More in the headlines, let’s look at some recent shocks to our global economy, such as the global economic (or investment) impact of the Japanese earthquake, or the no-fly zone over Libya, or the expected bail-out of Portugal and write-downs on Irish bank debt. WhatEXACTLY is the impact? It appears that nobody really knows.
Nicholas Bloom of Stanford University has reported his latest research, where he and a group of graduate students looked at the behavior of companies in the face of 17 different “uncertainty shocks”. These shocks ranged from the Cuban Missile Crisis to the 2008 credit crunch. He found that industrial production typically falls by about 1% in the first months after an uncertainty shock – an effect similar to a seven percentage point hike in interest rates or a $70 dollar move in a barrel of crude oil.

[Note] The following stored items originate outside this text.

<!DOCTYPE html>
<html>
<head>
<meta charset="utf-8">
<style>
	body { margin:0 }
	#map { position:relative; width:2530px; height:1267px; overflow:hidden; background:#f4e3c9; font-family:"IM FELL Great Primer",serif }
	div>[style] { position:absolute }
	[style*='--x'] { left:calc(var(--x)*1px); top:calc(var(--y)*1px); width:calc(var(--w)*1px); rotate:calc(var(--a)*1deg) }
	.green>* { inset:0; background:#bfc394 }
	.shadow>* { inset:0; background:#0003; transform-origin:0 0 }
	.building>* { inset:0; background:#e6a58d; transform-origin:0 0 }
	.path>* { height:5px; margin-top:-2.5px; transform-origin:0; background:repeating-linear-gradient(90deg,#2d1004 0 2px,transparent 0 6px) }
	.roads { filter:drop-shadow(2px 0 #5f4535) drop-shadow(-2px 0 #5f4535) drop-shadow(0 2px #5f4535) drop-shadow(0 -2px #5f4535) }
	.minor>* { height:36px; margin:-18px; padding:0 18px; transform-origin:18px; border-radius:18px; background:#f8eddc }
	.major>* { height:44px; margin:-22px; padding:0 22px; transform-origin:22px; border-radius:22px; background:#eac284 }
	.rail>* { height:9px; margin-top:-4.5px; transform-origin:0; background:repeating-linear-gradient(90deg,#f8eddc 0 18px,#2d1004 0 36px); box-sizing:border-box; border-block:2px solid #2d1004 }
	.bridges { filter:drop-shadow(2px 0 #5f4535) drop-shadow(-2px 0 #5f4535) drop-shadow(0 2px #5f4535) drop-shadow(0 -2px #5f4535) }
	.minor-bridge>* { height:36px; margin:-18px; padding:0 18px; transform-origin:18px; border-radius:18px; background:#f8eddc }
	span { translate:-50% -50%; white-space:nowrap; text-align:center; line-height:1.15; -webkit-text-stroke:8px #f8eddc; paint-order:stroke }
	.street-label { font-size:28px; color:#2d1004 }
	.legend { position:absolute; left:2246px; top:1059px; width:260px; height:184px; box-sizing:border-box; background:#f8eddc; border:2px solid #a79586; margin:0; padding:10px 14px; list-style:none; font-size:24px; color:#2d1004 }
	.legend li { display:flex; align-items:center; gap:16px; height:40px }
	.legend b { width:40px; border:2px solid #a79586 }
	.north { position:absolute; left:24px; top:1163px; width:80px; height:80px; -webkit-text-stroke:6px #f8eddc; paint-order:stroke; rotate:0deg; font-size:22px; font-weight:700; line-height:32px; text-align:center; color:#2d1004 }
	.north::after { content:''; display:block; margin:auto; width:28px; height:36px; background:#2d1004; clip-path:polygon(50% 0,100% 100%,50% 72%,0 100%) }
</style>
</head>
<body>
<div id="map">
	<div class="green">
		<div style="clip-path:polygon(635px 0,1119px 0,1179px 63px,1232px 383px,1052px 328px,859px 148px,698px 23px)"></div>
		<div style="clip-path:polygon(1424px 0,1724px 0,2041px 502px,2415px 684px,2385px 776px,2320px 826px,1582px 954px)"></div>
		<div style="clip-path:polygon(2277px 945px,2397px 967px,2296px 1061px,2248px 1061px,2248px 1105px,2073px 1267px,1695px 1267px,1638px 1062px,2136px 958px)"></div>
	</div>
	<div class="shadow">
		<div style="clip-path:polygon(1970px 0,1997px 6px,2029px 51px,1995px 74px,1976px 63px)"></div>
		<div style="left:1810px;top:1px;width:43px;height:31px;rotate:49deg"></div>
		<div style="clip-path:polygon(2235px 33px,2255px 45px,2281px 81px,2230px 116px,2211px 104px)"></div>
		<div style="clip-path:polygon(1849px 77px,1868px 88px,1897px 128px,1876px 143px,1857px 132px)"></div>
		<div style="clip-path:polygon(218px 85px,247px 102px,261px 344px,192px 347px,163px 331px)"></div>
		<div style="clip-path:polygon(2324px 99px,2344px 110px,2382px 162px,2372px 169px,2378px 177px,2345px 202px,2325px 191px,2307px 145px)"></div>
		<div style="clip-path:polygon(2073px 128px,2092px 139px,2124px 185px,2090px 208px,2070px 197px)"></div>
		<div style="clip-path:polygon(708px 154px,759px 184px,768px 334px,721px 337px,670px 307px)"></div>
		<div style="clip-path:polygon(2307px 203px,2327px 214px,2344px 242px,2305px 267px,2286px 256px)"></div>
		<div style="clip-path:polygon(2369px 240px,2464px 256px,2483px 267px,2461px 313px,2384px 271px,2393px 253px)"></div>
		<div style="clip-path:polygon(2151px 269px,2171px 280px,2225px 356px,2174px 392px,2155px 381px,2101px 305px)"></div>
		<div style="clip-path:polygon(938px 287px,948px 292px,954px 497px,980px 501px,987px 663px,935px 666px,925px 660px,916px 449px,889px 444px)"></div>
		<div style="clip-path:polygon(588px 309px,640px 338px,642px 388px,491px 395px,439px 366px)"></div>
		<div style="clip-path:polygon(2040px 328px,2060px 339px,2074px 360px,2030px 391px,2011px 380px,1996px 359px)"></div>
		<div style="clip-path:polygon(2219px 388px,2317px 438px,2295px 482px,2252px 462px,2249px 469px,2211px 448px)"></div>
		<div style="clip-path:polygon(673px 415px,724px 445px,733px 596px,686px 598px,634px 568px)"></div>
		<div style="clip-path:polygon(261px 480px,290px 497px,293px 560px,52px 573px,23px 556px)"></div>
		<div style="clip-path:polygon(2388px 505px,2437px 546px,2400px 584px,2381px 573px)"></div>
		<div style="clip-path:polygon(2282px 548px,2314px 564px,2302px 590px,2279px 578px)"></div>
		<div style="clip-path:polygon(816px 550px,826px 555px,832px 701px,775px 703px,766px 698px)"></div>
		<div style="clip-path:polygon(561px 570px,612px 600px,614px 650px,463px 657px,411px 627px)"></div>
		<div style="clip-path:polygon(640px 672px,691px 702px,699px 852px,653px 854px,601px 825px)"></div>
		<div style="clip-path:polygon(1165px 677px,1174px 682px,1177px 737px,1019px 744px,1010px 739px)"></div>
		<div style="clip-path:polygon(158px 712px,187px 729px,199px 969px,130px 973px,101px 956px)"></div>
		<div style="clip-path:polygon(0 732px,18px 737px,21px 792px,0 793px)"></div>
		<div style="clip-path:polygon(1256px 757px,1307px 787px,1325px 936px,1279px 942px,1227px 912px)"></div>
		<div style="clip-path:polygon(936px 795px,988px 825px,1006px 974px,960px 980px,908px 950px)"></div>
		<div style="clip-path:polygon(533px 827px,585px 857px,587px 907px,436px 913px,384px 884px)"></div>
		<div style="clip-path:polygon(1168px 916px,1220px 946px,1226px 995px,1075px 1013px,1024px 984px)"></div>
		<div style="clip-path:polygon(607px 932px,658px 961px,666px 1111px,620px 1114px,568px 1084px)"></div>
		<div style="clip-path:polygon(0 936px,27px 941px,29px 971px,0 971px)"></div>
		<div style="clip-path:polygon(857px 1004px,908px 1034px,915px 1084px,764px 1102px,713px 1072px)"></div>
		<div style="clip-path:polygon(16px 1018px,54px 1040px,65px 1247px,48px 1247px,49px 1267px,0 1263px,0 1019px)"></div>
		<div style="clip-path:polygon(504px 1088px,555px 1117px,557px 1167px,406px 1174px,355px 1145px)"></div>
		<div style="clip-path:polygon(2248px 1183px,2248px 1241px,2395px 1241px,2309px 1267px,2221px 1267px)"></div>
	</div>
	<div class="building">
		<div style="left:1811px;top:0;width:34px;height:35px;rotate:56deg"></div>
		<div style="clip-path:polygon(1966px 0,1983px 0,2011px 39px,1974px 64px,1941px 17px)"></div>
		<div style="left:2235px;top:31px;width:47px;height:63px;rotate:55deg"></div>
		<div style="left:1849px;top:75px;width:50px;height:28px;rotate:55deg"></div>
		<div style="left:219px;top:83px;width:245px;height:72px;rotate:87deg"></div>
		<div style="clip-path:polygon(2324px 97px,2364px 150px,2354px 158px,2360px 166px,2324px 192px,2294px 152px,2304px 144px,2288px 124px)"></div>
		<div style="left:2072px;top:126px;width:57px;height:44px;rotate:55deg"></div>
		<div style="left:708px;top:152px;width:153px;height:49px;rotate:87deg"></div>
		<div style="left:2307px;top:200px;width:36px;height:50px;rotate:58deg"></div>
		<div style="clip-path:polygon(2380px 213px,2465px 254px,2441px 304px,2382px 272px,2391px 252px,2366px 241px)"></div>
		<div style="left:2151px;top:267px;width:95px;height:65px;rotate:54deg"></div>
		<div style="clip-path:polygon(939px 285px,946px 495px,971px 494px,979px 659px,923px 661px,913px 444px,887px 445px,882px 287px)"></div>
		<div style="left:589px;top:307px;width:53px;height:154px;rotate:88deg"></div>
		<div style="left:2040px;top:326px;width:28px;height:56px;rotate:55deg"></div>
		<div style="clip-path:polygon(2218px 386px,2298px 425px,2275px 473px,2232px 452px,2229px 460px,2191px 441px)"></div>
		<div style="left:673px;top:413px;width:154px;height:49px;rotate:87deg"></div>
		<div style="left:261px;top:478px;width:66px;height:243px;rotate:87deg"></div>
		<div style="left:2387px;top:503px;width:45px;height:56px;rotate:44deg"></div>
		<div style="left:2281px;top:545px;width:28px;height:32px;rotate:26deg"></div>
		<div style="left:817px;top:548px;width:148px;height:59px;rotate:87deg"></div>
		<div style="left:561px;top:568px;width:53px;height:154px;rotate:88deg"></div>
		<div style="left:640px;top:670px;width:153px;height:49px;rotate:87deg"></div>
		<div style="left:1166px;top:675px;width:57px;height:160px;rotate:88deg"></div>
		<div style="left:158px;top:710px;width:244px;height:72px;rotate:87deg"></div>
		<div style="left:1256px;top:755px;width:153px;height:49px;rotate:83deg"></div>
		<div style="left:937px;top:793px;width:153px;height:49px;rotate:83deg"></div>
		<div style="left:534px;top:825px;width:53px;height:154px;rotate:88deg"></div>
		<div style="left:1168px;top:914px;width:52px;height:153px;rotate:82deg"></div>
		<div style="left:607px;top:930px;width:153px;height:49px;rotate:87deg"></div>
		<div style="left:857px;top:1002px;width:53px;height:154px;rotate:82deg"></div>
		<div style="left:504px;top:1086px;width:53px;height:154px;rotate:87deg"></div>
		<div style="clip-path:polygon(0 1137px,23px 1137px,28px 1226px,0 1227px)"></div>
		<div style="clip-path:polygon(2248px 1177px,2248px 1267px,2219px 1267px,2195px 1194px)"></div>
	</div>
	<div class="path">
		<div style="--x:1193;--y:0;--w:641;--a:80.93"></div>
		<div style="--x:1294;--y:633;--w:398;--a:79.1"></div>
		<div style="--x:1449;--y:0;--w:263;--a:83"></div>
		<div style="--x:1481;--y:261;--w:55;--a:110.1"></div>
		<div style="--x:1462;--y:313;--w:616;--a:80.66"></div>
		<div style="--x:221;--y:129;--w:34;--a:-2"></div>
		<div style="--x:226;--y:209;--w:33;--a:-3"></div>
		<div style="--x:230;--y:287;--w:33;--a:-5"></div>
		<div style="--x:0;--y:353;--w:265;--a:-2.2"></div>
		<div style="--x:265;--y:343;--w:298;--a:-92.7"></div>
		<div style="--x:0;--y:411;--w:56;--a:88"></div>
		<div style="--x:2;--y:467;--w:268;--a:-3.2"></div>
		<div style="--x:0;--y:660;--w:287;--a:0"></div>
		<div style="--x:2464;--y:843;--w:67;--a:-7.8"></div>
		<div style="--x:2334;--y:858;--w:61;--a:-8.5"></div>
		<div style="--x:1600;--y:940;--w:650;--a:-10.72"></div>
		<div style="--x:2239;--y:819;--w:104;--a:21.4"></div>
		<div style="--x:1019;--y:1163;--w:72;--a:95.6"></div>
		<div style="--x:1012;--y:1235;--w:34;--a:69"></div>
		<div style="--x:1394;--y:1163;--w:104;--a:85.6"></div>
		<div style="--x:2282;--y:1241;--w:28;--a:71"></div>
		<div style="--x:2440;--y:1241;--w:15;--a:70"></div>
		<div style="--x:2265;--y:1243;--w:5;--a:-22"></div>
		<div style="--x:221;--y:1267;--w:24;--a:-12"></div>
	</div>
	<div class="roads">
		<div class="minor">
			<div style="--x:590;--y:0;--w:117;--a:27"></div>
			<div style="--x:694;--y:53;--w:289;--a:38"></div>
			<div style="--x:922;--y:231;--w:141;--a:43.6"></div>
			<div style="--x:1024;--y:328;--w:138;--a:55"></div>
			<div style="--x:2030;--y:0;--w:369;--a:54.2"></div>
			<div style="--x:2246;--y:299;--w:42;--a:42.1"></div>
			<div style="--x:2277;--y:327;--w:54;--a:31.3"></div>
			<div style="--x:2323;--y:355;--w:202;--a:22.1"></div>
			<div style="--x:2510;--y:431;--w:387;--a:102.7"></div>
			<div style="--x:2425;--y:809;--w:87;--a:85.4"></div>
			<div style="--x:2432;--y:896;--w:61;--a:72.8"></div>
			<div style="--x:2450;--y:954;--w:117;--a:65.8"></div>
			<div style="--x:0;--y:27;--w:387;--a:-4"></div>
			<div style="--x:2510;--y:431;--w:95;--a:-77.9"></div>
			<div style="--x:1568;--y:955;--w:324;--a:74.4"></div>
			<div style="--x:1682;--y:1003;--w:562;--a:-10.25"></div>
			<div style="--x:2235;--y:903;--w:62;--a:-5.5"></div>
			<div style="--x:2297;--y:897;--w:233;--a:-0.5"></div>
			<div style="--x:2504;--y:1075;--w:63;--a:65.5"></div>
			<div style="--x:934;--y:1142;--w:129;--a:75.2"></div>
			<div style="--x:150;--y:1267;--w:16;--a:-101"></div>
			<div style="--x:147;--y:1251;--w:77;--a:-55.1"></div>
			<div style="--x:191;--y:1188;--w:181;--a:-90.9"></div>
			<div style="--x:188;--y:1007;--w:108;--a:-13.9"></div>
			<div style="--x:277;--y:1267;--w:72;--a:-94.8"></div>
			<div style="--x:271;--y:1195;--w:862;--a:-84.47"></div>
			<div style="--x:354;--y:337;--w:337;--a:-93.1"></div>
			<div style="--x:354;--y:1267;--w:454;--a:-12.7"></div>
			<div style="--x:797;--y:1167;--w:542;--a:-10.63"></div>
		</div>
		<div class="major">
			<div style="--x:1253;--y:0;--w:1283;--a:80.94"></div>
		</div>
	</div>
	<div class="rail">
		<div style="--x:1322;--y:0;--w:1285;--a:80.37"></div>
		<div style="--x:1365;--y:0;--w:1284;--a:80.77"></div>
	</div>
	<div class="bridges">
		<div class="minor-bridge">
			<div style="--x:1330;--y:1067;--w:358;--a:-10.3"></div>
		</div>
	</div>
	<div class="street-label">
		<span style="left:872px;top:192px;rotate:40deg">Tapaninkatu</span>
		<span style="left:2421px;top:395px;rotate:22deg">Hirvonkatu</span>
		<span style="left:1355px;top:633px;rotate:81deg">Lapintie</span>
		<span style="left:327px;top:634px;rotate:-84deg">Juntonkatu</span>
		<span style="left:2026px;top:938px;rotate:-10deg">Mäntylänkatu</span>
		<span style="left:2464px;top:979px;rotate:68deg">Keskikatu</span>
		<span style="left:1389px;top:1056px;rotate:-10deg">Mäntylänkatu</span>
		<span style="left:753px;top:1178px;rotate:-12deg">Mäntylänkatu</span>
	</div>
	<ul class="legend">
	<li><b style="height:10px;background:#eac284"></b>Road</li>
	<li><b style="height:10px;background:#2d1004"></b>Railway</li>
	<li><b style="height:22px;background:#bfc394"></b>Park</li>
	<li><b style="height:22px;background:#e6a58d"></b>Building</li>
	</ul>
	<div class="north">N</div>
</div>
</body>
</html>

But, interestingly, industrial production has tended to surge six months after the uncertainty shock, and these heightened levels of production can last for more than two years. We really don’t have a good economic model for evaluating the aftermath of disasters, except that they seem to have an odd tendency to surprise on the upside once the shock has worn off.
What this information points to is that in times of shock, it is best to make minor portfolio adjustments, assuming the portfolio matches your financial goals. Adhering to a plan can be the most difficult practice in a crisis because often it means do not “DO” anything. However, more often than not, being in the discomfort rather than reacting is the best practice to survive and thrive through the uncertainty. The ability to function with discomfort is a muscle not exercised often enough so when we reach those times where we feel discomfort we panic. There is no need to do anything other than to acknowledge what comes up and you may be wealthier, wiser and happier when the discomfort passes. We believe this is important because we are looking ahead at increased inflation and making small changes to reflect that new reality and to match your portfolio needs. Often the most prudent shifts are decisive incremental changes made over time and this is our approach. There are few financial rewards for being early and significant financial punishments for panicking. So we encourage you to keep up with the headlines but do not to let the headlines steer you in a direction that is not in your best financial interest. It is a great practice to build new muscles, which help you to build your financial wealth and increase your well-being. Just accept the feelings of discomfort and not do anything… No matter what occurs, as Joe Knight says, “you are not going to fall off the face of the earth.”